> Exercise
Match on the string "Give" in the entries below and return every matching line.

Segment Start: Supplied information

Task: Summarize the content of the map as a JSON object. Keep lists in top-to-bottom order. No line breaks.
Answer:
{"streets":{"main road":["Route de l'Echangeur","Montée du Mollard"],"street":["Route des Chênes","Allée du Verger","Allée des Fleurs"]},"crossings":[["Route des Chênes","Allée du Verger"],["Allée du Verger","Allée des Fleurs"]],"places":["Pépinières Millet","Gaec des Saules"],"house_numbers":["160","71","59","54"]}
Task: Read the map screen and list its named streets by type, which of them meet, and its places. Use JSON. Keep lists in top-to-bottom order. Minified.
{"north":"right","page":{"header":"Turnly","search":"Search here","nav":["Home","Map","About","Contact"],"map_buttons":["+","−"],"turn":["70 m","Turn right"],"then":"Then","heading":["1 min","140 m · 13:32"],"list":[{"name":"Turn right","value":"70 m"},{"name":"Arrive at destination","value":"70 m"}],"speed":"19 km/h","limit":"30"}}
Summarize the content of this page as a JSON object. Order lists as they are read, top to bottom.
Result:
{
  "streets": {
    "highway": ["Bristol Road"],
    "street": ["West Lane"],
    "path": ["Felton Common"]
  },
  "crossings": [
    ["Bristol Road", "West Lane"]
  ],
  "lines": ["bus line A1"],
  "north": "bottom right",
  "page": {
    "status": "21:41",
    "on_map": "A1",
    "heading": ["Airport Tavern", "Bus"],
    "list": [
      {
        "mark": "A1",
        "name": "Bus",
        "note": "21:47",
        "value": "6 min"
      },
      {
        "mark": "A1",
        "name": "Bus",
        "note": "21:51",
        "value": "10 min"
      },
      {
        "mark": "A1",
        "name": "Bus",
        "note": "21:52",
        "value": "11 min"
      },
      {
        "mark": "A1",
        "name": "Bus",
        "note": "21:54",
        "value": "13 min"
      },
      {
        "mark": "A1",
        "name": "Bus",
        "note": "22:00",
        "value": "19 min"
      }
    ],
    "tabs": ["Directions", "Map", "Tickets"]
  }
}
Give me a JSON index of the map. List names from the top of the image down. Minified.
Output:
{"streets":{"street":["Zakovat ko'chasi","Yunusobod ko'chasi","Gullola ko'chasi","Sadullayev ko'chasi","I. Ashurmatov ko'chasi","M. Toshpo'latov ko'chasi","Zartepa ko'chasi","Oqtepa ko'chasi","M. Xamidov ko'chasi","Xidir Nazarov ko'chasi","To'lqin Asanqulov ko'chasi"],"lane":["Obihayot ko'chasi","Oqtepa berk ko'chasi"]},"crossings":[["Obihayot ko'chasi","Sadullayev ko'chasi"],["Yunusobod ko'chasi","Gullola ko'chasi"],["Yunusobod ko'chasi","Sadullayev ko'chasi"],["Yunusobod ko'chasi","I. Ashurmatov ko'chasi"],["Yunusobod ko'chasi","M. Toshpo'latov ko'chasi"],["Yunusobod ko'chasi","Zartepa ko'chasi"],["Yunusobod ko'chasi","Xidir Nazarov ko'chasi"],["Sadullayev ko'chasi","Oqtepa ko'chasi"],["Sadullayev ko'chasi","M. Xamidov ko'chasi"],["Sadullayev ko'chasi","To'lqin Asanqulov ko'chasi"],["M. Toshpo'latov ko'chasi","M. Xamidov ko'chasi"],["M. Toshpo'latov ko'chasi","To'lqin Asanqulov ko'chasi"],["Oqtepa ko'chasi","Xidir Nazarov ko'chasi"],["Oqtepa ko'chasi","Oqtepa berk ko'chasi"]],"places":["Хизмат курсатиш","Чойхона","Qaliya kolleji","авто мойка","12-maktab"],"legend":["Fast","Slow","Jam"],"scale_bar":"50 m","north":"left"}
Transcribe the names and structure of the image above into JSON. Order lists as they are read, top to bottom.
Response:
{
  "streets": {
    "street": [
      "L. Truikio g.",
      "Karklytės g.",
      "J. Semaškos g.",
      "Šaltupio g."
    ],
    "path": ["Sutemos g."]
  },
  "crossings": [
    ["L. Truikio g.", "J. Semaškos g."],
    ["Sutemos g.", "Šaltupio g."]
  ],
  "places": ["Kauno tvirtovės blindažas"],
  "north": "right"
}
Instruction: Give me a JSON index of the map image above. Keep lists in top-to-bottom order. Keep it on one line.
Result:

Segment End: Supplied information

> Answer space
Give me a JSON index of the map. List names from the top of the image down. Minified.
Instruction: Give me a JSON index of the map image above. Keep lists in top-to-bottom order. Keep it on one line.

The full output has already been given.